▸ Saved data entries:

▼

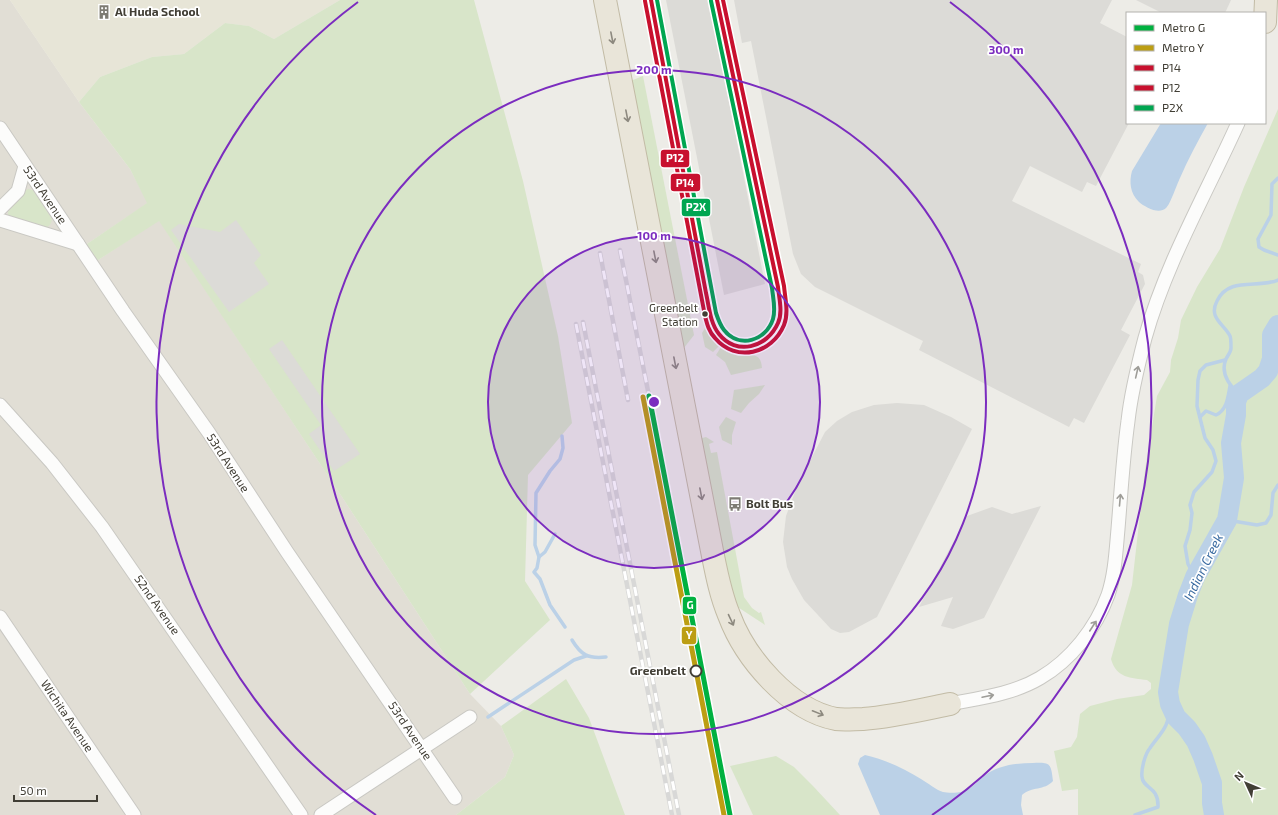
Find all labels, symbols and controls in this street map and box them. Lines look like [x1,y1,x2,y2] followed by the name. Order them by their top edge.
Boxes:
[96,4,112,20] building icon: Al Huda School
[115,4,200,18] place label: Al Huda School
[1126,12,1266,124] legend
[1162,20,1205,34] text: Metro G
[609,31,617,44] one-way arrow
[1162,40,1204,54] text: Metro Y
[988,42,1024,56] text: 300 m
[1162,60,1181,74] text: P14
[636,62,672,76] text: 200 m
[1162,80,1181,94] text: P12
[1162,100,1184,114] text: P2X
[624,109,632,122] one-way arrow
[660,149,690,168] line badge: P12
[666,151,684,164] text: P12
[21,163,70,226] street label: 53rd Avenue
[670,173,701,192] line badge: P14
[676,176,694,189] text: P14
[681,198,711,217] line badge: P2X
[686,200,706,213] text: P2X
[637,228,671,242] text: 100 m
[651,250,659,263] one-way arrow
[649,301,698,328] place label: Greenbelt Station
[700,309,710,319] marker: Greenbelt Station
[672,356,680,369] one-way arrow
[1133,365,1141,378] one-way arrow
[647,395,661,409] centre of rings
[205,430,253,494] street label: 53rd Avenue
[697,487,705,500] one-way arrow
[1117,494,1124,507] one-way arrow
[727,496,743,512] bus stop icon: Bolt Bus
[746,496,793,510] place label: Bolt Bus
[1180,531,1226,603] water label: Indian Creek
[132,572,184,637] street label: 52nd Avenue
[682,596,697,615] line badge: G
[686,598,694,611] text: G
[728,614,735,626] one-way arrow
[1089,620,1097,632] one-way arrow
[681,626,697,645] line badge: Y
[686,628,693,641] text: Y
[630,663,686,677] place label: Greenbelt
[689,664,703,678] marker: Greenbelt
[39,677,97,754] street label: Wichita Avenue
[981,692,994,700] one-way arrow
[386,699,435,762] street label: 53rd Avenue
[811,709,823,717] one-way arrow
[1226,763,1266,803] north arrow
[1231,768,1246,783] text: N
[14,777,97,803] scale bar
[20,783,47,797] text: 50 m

▲

▸ Activity: Say how many lines of the data hold the string "Metro". Reply with the number alone.

▸ Exercise output: 2